In southern Italy, there was not a lot of money, and there's not a lot of art
today. The money was in Venice, the money was in Florence, and that's where your art
is five hundred years later. I like art in situ, rather than in museums. In situ,
where was originally commissioned to be, and Venice has one of the greatest
examples of in situ art, and that is the Church of the Frari, the Church of the
Brothers. This is the exterior, not a very impressive exterior, but if you step
inside, you got masterpieces by Giorgione, by Titian, and by a handful of other great
masters of the Venetian Renaissance. To see one great painting in situ by a
great master, to me, is just a delight. To go to a church where you have eight
paintings, by eight different masters, all where they're originally intended to be, is
flat-out amazing. I like it so much that one of the actual tours on the Rick Steves
Audio Europe list is of the Frari, just so I could walk you through that and
appreciate that. If you like Venetian art, remember there is a gallery, it's
sort of like the Uffizi, or like the Vatican, and in Venice it's called the Accademia.
And there you've got a, just a whole lot of very sumptuous Venetian art. The
Renaissance started in Florence. It was brought down to Rome by the Pope. In 1521 when
Raphael died, the Renaissance carries on in Venice, funded by the rich merchant
class. In Venice it became the art of wealthy people. And it was art that made
wealthy people feel good about their wealth. You can imagine, if somebody's
filthy rich, they want to have an artist that makes them feel cultured, and
high-class, not crass and materialistic, and I think you get that kind of agenda
in the art of Venice. A key for me, as a tour guide, when I have a group in Venice,
is to get my people walking. Now, a lot of Americans are nervous about getting lost
in Venice. Don't worry about getting lost in Venice, you're gonna get lost in
Venice, alright, there's almost no street names, you don't know where the heck-
what street you're on or anything like that.

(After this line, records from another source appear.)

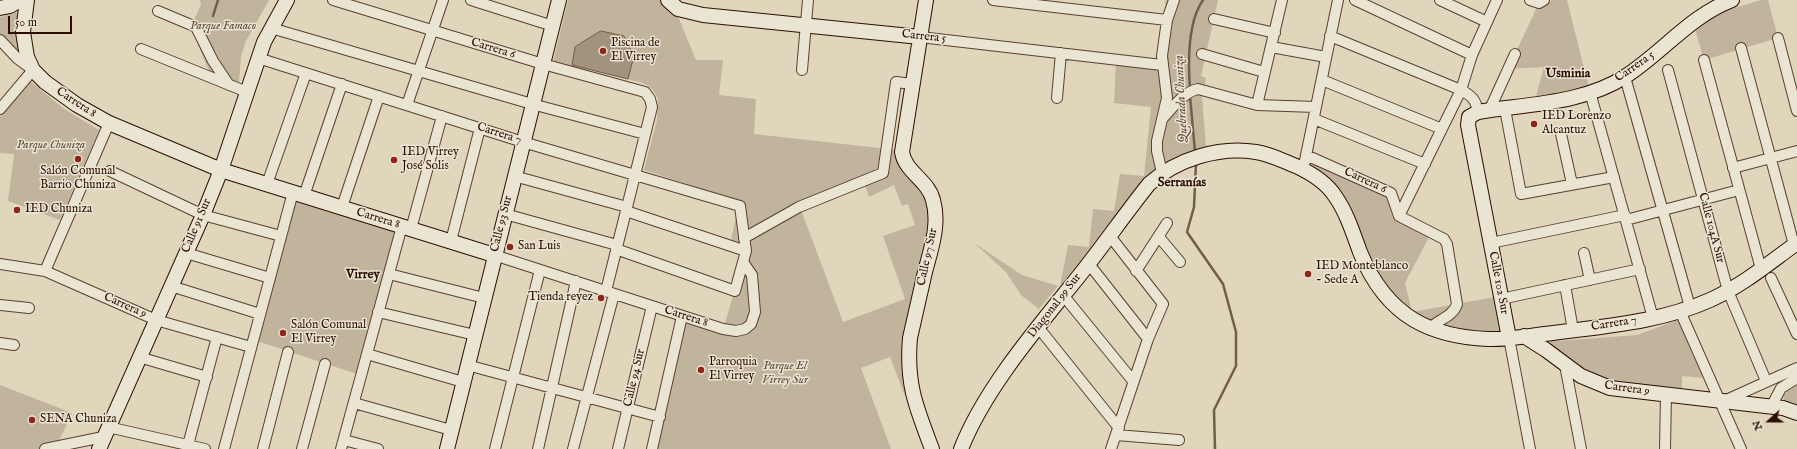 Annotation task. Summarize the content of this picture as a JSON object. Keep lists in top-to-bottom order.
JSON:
{
  "streets": {
    "street": [
      "Carrera 5",
      "Carrera 6",
      "Carrera 8",
      "Carrera 7",
      "Calle 93 Sur",
      "Calle 91 Sur",
      "Calle 104A Sur",
      "Calle 97 Sur",
      "Calle 102 Sur",
      "Carrera 9",
      "Diagonal 99 Sur",
      "Calle 94 Sur"
    ]
  },
  "crossings": [
    ["Carrera 5", "Calle 97 Sur"],
    ["Carrera 5", "Calle 102 Sur"],
    ["Carrera 6", "Calle 93 Sur"],
    ["Carrera 8", "Calle 93 Sur"],
    ["Carrera 8", "Calle 91 Sur"],
    ["Carrera 8", "Calle 94 Sur"],
    ["Carrera 7", "Calle 93 Sur"],
    ["Carrera 7", "Calle 91 Sur"],
    ["Carrera 7", "Calle 104A Sur"],
    ["Carrera 7", "Calle 102 Sur"],
    ["Carrera 7", "Carrera 9"],
    ["Calle 91 Sur", "Carrera 9"]
  ],
  "districts": ["Usminia", "Serranías", "Virrey"],
  "water": ["Quebrada Chuniza"],
  "parks": ["Parque Famaco", "Parque Chuniza", "Parque El Virrey Sur"],
  "places": [
    "Piscina de El Virrey",
    "IED Lorenzo Alcantuz",
    "Salón Comunal Barrio Chuniza",
    "IED Virrey José Solis",
    "IED Chuniza",
    "San Luis",
    "IED Monteblanco - Sede A",
    "Tienda reyez",
    "Salón Comunal El Virrey",
    "Parroquia El Virrey",
    "SENA Chuniza"
  ],
  "scale_bar": "50 m",
  "north": "left"
}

Wander to your heart's content, and remind yourself, "I'm on an island
and I cant get off without knowing it," okay. You're on the island of Venice, it's not that
big, and you just can't get
irrevocably lost. One very nice trick is, any business, any little hotel, any
restaurant, and they are everywhere, has a card, and on the back of that card is a
map that says, "you are here." Anywhere you go in Venice, they love to give up
their cards, you know that. Pick that up, and that's where you are and they want to
help you get to that restaurant, but it's also gonna help you get the heck out of
that restaurant, and it shows you where the big landmarks are nearby, so you got
that sort of, "I am here"
aid. Also remember, when you're walking around, and I used to do this to my groups,
I'd walk all over, my groups would think we're hopelessly lost, and I would actually
know where we are, because I would just look above the crowds. If you look above
the crowds, you see signs pointing to the nearest landmark. You navigate by
landmarks. In this case, you can get to st. Mark's by going left or right. I love
to wander to the edge of Venice. Look at this, there's no tourist in sight, it's just a
pastel wonderland, and this is all yours any day of the year, even in the most
crowded day of the year, you could come to this spot and see no tourists.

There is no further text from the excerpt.